Sunday, February 19, 2012


There aren’t many good things that resulted from the Great Reccesion, but lasting productivity gains might be one of them. America’s labor productivity, defined as output per worker, has soared since 2008. There are a number of reasons for the improved numbers. One is that companies have laid off the worst performing people. Productivity is measured by output per worker, not output per person. When the recession hit in 2008, American companies cut the least effective employees. These unemployed people are not a factor in labor productivity statistics. While it is sad for the people that lost those jobs, most will go on to receive training for a new position or will find a job that better matches their existing skill set. Millions of jobs in the U.S. go unfilled each year because firms can’t find workers with the right technical know-how. Unfortunately, the process of training and job placement can take a long period of time.

Another factor of rising productivity is directly related to the scarcity of jobs in the economy. Employees are so scared they might be fired that they are working harder, skipping breaks, and not complaining when asked to take on new duties.
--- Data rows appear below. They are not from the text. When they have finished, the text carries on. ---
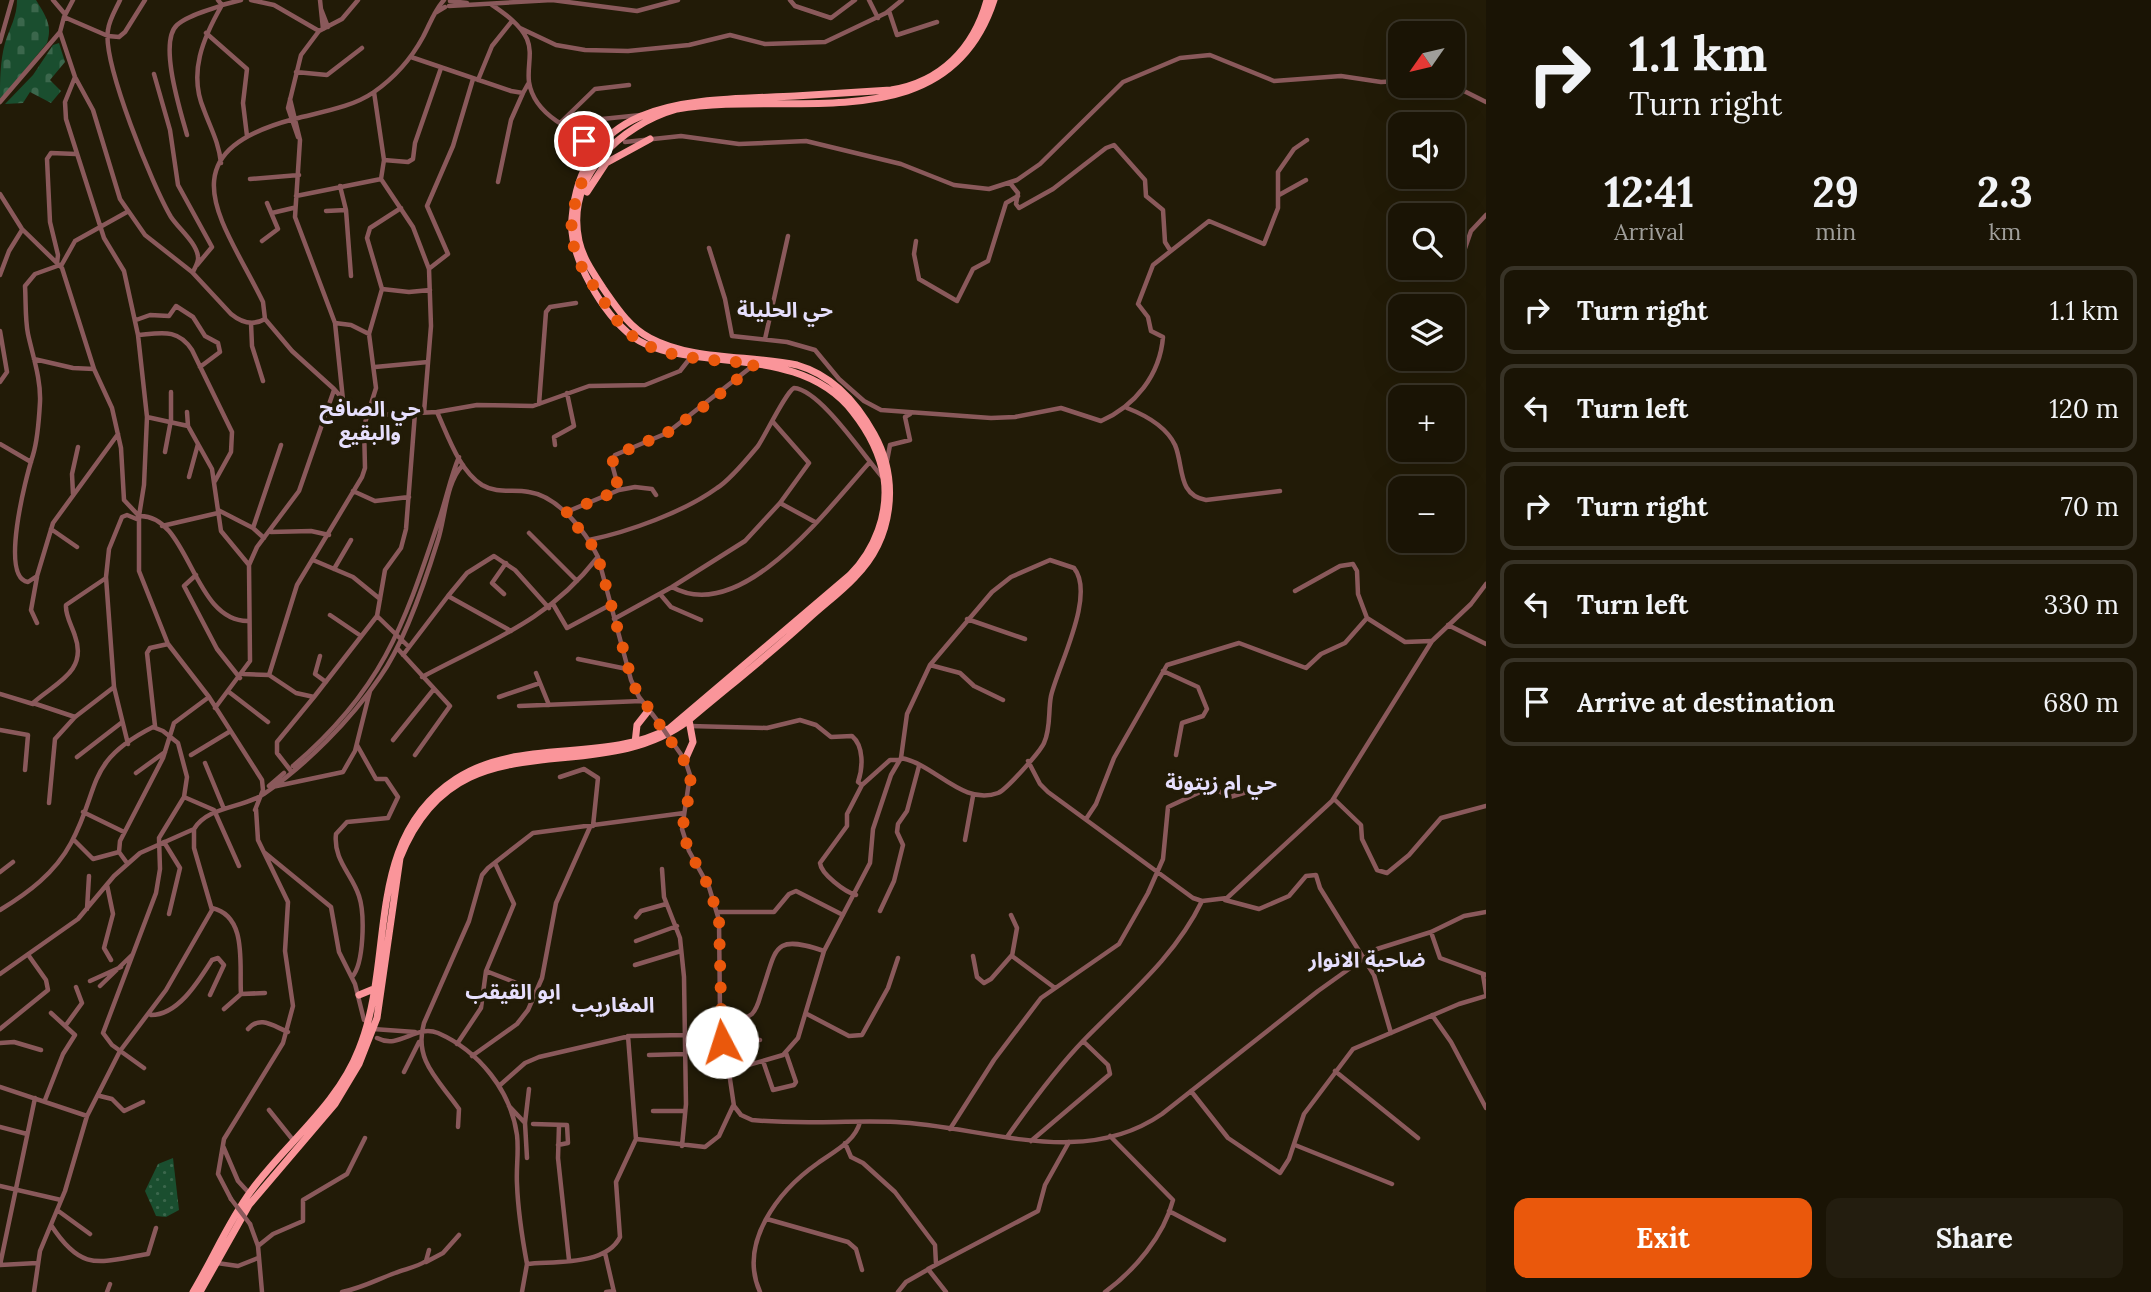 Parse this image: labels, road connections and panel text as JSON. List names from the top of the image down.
{
  "districts": [
    "حي الحليلة",
    "حي الصافح والبقيع",
    "حي ام زيتونة",
    "ضاحية الانوار",
    "ابو القيقب",
    "المغاريب"
  ],
  "north": "bottom left",
  "page": {
    "turn": ["1.1 km", "Turn right"],
    "map_buttons": ["+", "−"],
    "eta": [
      "12:41",
      "Arrival",
      "29",
      "min",
      "2.3",
      "km"
    ],
    "list": [
      {
        "name": "Turn right",
        "value": "1.1 km"
      },
      {
        "name": "Turn left",
        "value": "120 m"
      },
      {
        "name": "Turn right",
        "value": "70 m"
      },
      {
        "name": "Turn left",
        "value": "330 m"
      },
      {
        "name": "Arrive at destination",
        "value": "680 m"
      }
    ],
    "buttons": ["Exit", "Share"]
  }
}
During the downturn, companies strove to improve processes. Simple things that might have been overlooked during the good times were suddenly under scrutiny. This drive to improve processes has led to a rapid implementation of what some economists call the “democracy of ideas.” The phrase simply refers to any kind of framework that allows good suggestions, whether they come from top management or entry-level associates, to be quickly incorporated into a company’s way of doing business. The fact that many middle management jobs were cut over the last couple of years may have made this implementation easier than it would have been otherwise.

In the short-term, productivity gains can be bad for workers because corporations need fewer people to produce the same number of goods. In the long-term, though, workers can only benefit from American corporations becoming more profitable, since those corporations will have the money to invest in innovative products and have the resources to compete globally. There is a lot of evidence in the marketplace that supports this theory. Over the last number of years, for example, American companies have been doing very well financially (the NASDAQ has hit an eleven year high and Barron’s, the financial investment magazine, has predicted DOW 15,000 within two years) but hiring overall has lagged. In January, however, unemployment dropped to 8.3 as employers have steadily added about 200,000 jobs a month over the last half year. With the continued rise of many developing countries, newly aggressive American firms have had a leg up on their European and Japanese couterparts. This will result in many new jobs for a lean (and mean) American workforce.